If your resources are limited, you cannot follow certain goals. If your goal is to compute at least 1000 digits of Chaitin’s constant, sucks to be computable. I think no agent with a polynomial amount of memory can follow a utility function vulnerable to Pascal’s Mugging.
This raises a general issues of how to distinguish an agent that wants X and fails to get it from one that wants to avoid X.
This raises a general issues of how to distinguish an agent that wants X and fails to get it from one that wants to avoid X.
An agent’s purpose is, in principle, quite easy to detect. That is, there are no issues of philosophy, only of practicality. Or to put that another way, it is no longer philosophy, but science, which is what philosophy that works is called.
Here is a program that can read your mind and tell you your purpose!
FWIW, I tried the program. So far it’s batting 0⁄3.

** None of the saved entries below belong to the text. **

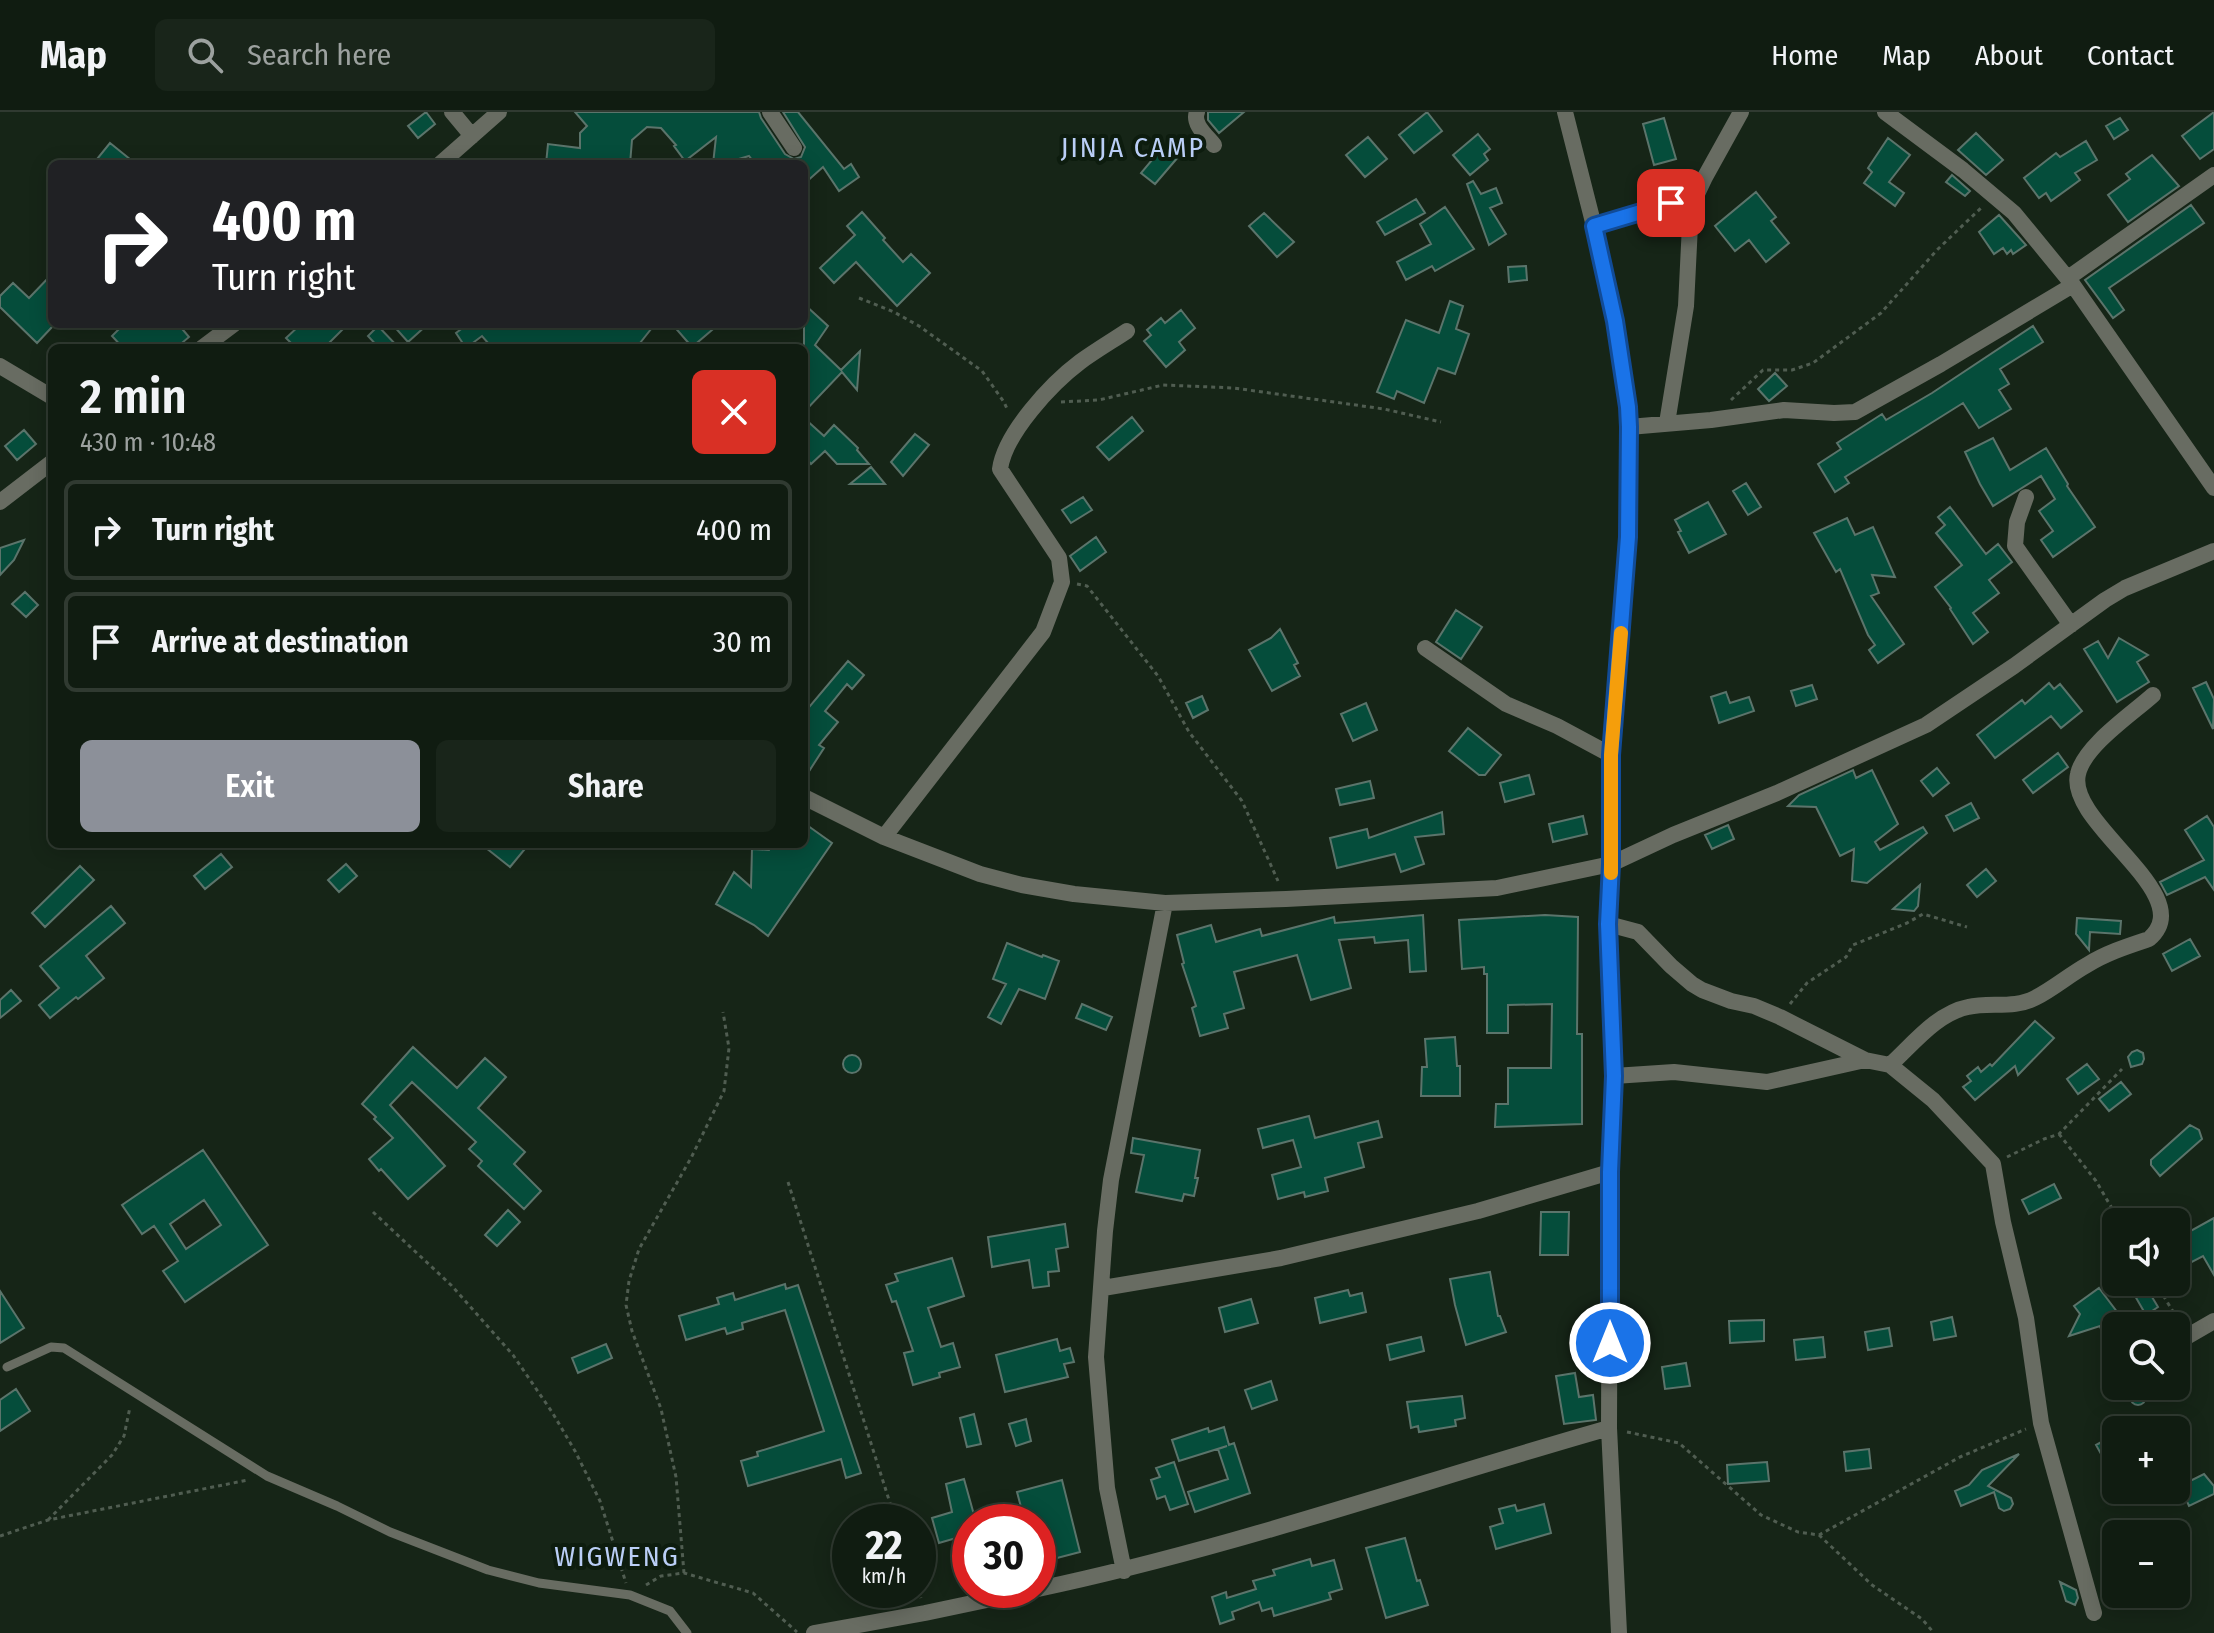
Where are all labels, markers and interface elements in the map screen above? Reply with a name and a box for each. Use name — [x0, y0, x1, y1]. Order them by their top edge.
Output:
search box — [155, 19, 715, 91]
text: Map — [40, 32, 107, 78]
icon: search — [183, 33, 227, 77]
text: Search here — [247, 37, 391, 73]
text: Home — [1771, 39, 1838, 72]
text: Map — [1882, 39, 1931, 72]
text: About — [1975, 39, 2043, 72]
text: Contact — [2087, 39, 2174, 72]
district label: JINJA CAMP — [1061, 131, 1205, 164]
pin — [1637, 169, 1705, 237]
icon: arrive — [1649, 181, 1693, 225]
text: 400 m — [212, 188, 356, 255]
icon: right — [80, 192, 184, 296]
text: Turn right — [212, 256, 355, 300]
text: 2 min — [80, 368, 187, 426]
button: close — [692, 370, 776, 454]
text: 430 m · 10:48 — [80, 427, 216, 458]
icon: right — [84, 508, 128, 552]
text: Turn right — [152, 512, 274, 548]
text: 400 m — [696, 512, 772, 548]
icon: arrive — [84, 620, 128, 664]
text: Arrive at destination — [152, 624, 409, 660]
text: 30 m — [713, 624, 772, 660]
button: Exit — [80, 740, 420, 832]
button: Share — [436, 740, 776, 832]
map controls — [2102, 1208, 2190, 1608]
button: sound — [2102, 1208, 2190, 1296]
position arrow — [1568, 1301, 1652, 1385]
button: search — [2102, 1312, 2190, 1400]
button: + — [2102, 1416, 2190, 1504]
speed limit sign: 30 — [952, 1504, 1056, 1608]
button: − — [2102, 1520, 2190, 1608]
text: 22 — [865, 1522, 903, 1570]
district label: WIGWENG — [554, 1540, 680, 1573]
text: km/h — [862, 1564, 906, 1588]

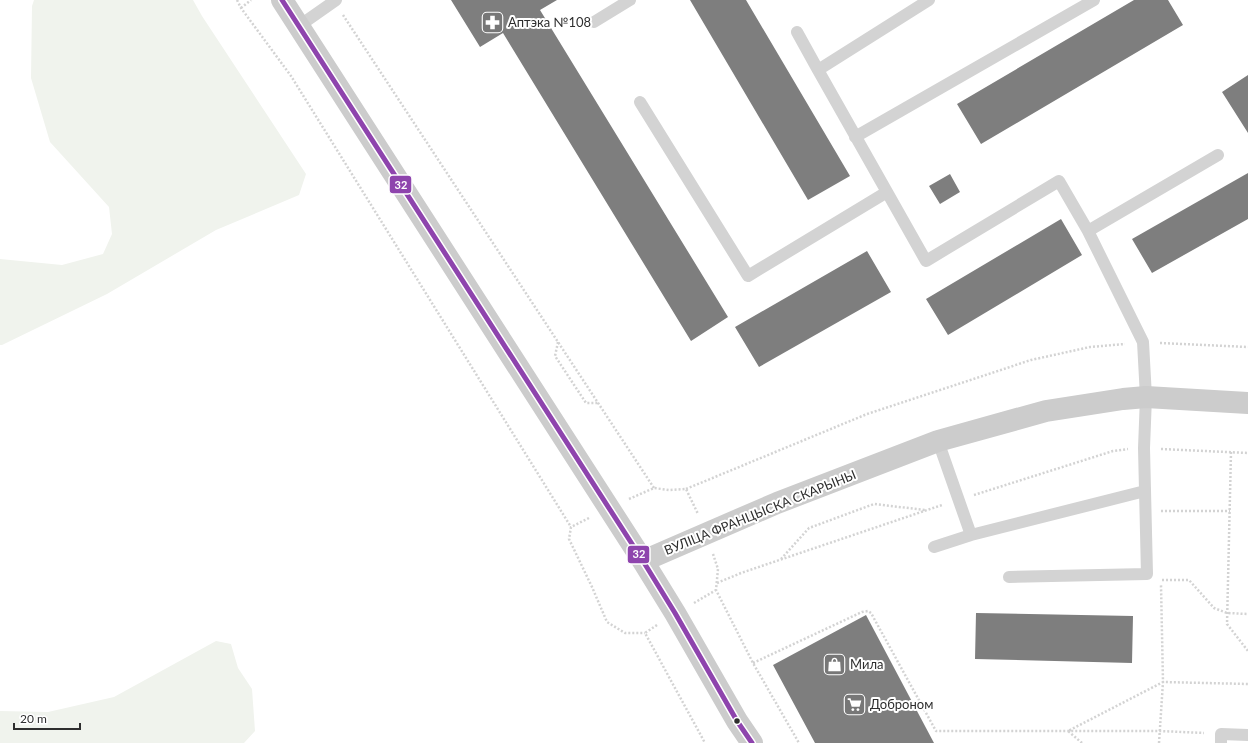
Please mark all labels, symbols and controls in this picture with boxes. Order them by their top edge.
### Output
pharmacy icon: Аптэка №108 [480,9,506,35]
place label: Аптэка №108 [508,14,591,30]
line badge: 32 [389,175,412,194]
text: 32 [395,178,407,191]
street label: ВУЛІЦА ФРАНЦЫСКА СКАРЫНЫ [662,466,858,558]
line badge: 32 [627,545,650,564]
text: 32 [633,547,645,560]
shop icon: Мила [822,651,848,677]
place label: Мила [850,656,884,672]
supermarket icon: Доброном [841,691,867,717]
place label: Доброном [870,696,933,712]
scale bar [14,705,80,731]
text: 20 m [20,711,47,726]
unlabelled marker [732,716,742,726]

I think it’s not very well tuned. I’ve seen another version of the demo that was very quick to spot which perception the user was controlling. One reason is that this version tries to make it difficult for a human onlooker to see at once which of the cartoon heads you’re controlling, by keeping the general variability of the motion of each one the same. It may take 10 or 20 seconds for Mr. Burns to show up. And of course, you have to play your part in the demo as well as you can; the point of it is what happens when you do.
I think the correct answer is going to separate different notions of ‘goal’ (I think Aristotle might have done this; someone more erudite than I is welcome to pull that in).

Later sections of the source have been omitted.